2. LOOK FOR A SAFE PERSON // No Shame In Grieving

The second thing I can tell you is look for a safe person. And then become that safe person for others. I tell my kids this all the time. I tell my wife this all the time. We have to model the, I'm sorrys if we ever expect people to learn to change and have a sincere heart. And so we will often be ones that openly say, Hey, I'm so sorry. I'm the first to apologize in my family. And the reason is because I want them to know that I'm sincere. I want them to know that when the time comes, if I hurt someone or if they're hurting me, that they can come to me and say, Hey, I'm sorry. And now that's just for an action that I've done to them or they've done to me, but to come to someone and just mean it and say, I feel the pain that you are feeling. That is what can begin the process of healing. There's no shame in grieving. There's no shame in crying. We just went over three examples of Jesus physically crying in the Bible. Weeping, lamenting with passion and pain

3. Turn to God in Prayer

The third thing that you guys can do is just turn to God in prayer. Confess your pain, your weakness, your struggles, your hurts.

4. Read God’s Word

Read God's word, get into God's word and read this Bible, this manual, this book for life that is truly meant for you. It is a love letter to you from God himself to say that I am the father who looks down on you and loves you.

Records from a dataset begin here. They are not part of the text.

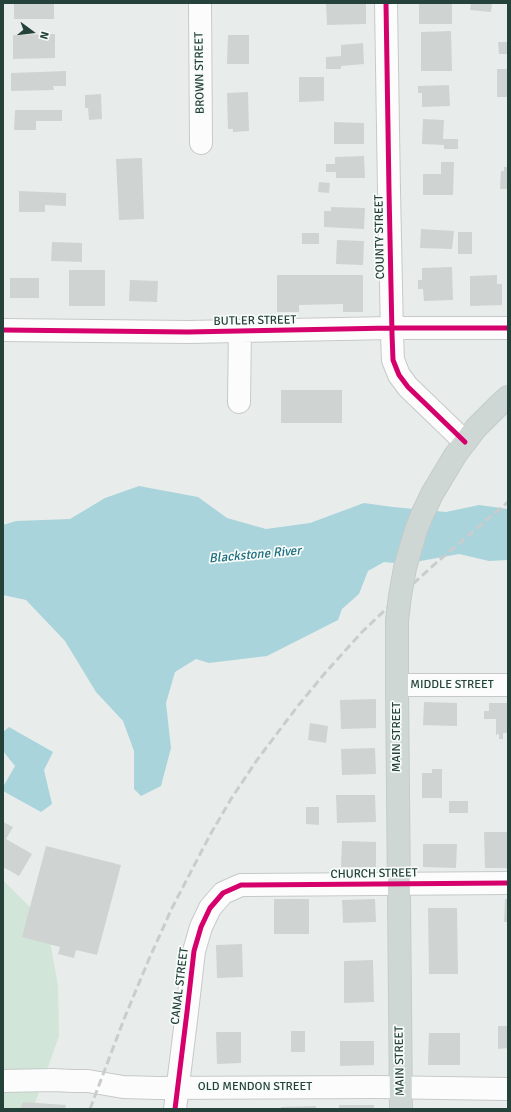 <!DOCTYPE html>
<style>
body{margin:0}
#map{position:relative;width:511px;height:1112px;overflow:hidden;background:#e8edeb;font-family:Signika,sans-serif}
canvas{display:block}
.frame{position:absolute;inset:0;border:4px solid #24423a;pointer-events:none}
.north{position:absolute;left:12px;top:12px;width:40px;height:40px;-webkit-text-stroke:3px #f7fbf9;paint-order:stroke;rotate:105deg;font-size:11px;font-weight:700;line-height:16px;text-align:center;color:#24423a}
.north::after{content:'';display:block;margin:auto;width:14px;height:18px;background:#24423a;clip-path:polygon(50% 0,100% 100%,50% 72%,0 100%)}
</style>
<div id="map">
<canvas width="511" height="1112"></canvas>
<div class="frame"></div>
<div class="north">N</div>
</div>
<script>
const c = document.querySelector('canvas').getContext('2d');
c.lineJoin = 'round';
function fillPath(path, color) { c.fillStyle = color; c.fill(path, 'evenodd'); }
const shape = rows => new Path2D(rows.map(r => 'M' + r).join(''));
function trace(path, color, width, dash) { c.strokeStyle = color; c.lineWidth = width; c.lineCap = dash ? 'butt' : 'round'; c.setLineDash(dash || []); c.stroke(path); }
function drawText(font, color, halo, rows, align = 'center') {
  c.font = font + ' Signika,sans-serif'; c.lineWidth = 3.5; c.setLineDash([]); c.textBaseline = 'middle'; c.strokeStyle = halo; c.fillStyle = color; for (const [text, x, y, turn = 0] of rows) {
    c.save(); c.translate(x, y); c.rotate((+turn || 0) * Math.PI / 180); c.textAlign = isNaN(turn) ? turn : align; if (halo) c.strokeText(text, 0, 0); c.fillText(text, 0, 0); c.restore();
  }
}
fillPath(shape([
 [3,880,47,924,58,986,59,1036,33,1109,3,1109]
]), '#d1e6d8');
fillPath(shape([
 [139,486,198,497,227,518,266,529,310,523,364,503,393,507,446,512,479,505,508,509,508,560,489,561,459,554,404,564,384,562,368,571,359,594,342,609,338,620,267,656,209,663,196,659,175,672,166,703,171,748,161,786,141,796,134,789,134,751,123,721,96,692,65,641,26,600,3,595,3,525,16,521,70,519,105,498],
 [9,727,53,752,44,770,52,804,41,812,3,791,3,787,15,766,3,751,3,732]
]), '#a9d4db');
fillPath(shape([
 [14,3,54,3,54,19,14,19],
 [326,3,366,3,366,24,327,25],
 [419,3,452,3,452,24,419,24],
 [471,3,492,3,491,12,470,10],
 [451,31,452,71,421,71,421,32],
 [55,34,55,58,13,59,13,35],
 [228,35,249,35,249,64,227,64],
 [498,42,507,42,507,54,499,54],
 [363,43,364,64,341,66,341,69,326,69,326,57,341,56,341,45],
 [497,69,508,69,508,97,497,97],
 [66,71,66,86,53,86,54,90,11,91,11,73],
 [299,77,324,77,324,101,299,102],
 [449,85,450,106,422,107,422,93,418,93,418,86],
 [248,92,249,131,233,132,233,129,228,129,227,93],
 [101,94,102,119,89,120,88,108,85,108,85,95],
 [15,110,62,110,62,121,36,121,36,130,14,130],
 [423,119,444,120,443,139,458,139,458,149,444,149,444,145,422,144],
 [334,122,364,123,364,144,334,144],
 [364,156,365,178,336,178,336,172,326,172,326,164,335,164,335,157],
 [142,158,144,219,119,220,116,159],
 [441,162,454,162,453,195,423,195,423,174,441,174],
 [504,167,508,167,508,189,500,189,501,171,504,171],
 [319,182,330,183,329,193,318,192],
 [19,191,66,193,66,206,45,205,45,212,19,212],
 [331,207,365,208,364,229,324,227,324,211,331,211],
 [421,229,454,231,452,249,420,248],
 [458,232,472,232,472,254,458,254],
 [302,233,319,233,319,244,302,244],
 [337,240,364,241,363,265,336,264],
 [52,242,82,243,82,262,51,261],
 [452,267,453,300,424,301,423,289,418,289,418,280,422,280,422,268],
 [69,270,105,270,105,306,69,306],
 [277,275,363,275,363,312,343,312,343,304,299,305,299,312,277,312],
 [497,275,497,284,502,284,502,305,470,306,470,276],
 [10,278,39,278,39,298,10,298],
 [130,280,158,281,157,302,129,301],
 [281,390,342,390,342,423,281,423],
 [376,699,376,728,341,729,340,700],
 [424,702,457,703,457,726,423,725],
 [489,703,507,703,507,711,508,711,508,733,503,733,503,739,499,739,499,734,496,735,496,719,484,719,484,711,489,711],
 [310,723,328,726,326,743,308,740],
 [375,748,376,774,342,775,341,749],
 [432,769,442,769,442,798,422,798,422,773,432,773],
 [336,795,375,795,376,822,337,823],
 [449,801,468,801,468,813,449,813],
 [306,807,319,807,319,825,306,824],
 [3,822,13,827,6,839,32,854,19,876,3,867],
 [484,832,508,832,508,868,485,868],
 [342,841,376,842,376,867,341,867],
 [423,844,457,844,456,868,423,867],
 [46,846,121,865,97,955,76,950,74,958,58,954,60,947,22,937],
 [274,899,309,899,309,934,274,934],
 [375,899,376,922,343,923,342,900],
 [505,899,508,899,508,922,504,922],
 [428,908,457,908,458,974,429,974],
 [242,944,243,977,217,978,216,945],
 [373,960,374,1002,344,1003,344,961],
 [498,1026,508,1026,508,1048,498,1049],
 [291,1031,305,1031,305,1052,291,1052],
 [216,1032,241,1032,241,1063,217,1064],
 [429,1033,460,1033,460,1065,428,1065],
 [340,1041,374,1041,374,1065,340,1066],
 [23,1102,66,1105,65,1109,20,1109],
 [339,1105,374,1105,374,1109,339,1109],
 [316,1106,316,1109,281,1109,281,1107]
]), '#cfd4d2');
const minor = shape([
 [200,3,201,143],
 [386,3,389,191,392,334,393,360,399,375,408,387,465,442],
 [3,330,188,332,391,328,508,328],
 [239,402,240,331],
 [397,685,508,685],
 [3,1081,53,1080,73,1081,88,1081,123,1087,157,1088,376,1087,508,1089],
 [175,1109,187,1012,194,951,201,927,210,908,223,893,241,885,247,885,508,883]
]);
const major = shape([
 [456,454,476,428,497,407,508,397],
 [397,621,397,685,401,1109]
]);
trace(minor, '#c5cac8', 24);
trace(major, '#c3ccc9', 24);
trace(minor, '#fcfcfc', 22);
trace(major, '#cfd7d5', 22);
trace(shape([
 [90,1109,124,1019,149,959,172,908,210,835,231,799,257,760,297,707,325,673,362,632,404,592,436,563,508,502]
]), '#c9cdcc', 3, [8, 4]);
const majorBridge = shape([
 [397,621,400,596,405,568,416,530,422,515,432,494,456,454]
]);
trace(majorBridge, '#c3ccc9', 24, []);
trace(majorBridge, '#cfd7d5', 22);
trace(shape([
 [386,3,389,191,392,334,393,360,399,375,408,387,465,442],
 [3,330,188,332,391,328,508,328],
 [175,1109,187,1012,194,951,201,927,210,908,223,893,241,885,247,885,508,883]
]), '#d6006c', 5);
drawText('12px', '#24423a', '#f7fbf9', [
 ["BROWN STREET",200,73,-91],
 ["COUNTY STREET",380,237,-91],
 ["BUTLER STREET",255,321,-1],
 ["MIDDLE STREET",452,685],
 ["MAIN STREET",397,737,-90],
 ["CHURCH STREET",374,874,-1],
 ["CANAL STREET",180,986,-83],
 ["MAIN STREET",400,1061,-91],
 ["OLD MENDON STREET",255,1087]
]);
drawText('italic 13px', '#1c6f80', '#f7fbf9', [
 ["Blackstone River",255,555,-5]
]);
</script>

And I know that you will go through pain because it is predetermined that our sin causes more pain. And so the more that we fall away and the more that we are farther from God, the more pain we will experience.

But in Psalm 119: 105, a verse that many people know, says, your word is a lamp to my feet and a light to my path. God's word here. Is the way that we will experience wisdom in the midst of our crisis, in the midst of our pain, and in the midst of our journey. So, if you know someone that's hurting, go to them.

If you are hurting, look for a safe person. If you are that person that's grieving, go to God in prayer. Lament. Pour yourself out. Amen. Be confessional with a sincere heart and say, God, you know, all that I'm already going through. I really, really, really need you now. I'd love to teach a whole thing and just sit down with you guys and show you about, um, how to pray and how to talk with God and how to have a walk with God.

If you're interested in that, please leave that in the comments. I'm working on so many different things right now that I think is going to truly bless your life, is going to grow your family, it's going to increase the blessings that you will have in the future of your life.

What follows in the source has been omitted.